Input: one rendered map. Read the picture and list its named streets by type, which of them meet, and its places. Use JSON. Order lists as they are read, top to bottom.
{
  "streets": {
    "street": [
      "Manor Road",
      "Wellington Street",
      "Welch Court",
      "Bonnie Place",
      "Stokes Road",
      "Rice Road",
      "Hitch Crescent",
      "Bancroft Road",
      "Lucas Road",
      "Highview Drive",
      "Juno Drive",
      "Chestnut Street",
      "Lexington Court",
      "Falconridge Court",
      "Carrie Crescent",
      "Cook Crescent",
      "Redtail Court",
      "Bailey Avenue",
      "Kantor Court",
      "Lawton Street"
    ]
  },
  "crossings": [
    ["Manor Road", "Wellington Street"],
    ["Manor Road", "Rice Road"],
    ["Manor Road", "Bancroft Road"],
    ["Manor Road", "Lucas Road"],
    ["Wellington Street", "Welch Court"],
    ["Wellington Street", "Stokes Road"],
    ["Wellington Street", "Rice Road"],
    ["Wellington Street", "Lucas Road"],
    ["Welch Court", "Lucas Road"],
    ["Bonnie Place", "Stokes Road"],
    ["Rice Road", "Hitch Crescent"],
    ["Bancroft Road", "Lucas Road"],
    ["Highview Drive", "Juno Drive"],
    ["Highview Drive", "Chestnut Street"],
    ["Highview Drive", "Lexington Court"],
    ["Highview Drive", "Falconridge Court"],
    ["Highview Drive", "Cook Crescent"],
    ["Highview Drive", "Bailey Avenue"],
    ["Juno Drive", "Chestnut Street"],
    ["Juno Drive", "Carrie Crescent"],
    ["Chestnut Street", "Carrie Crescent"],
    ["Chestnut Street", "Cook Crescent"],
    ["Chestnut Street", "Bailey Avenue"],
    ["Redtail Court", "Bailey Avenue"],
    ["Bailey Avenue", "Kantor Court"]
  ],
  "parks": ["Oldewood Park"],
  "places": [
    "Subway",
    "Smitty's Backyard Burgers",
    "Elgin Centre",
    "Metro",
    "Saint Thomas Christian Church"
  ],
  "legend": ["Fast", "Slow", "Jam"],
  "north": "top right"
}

******

## ACTIVITY
Within the material above, find the lines that contain the word "Cook"; copy them.

## RESPONSE TO THIS EXERCISE
      "Cook Crescent",
    ["Highview Drive", "Cook Crescent"],
    ["Chestnut Street", "Cook Crescent"],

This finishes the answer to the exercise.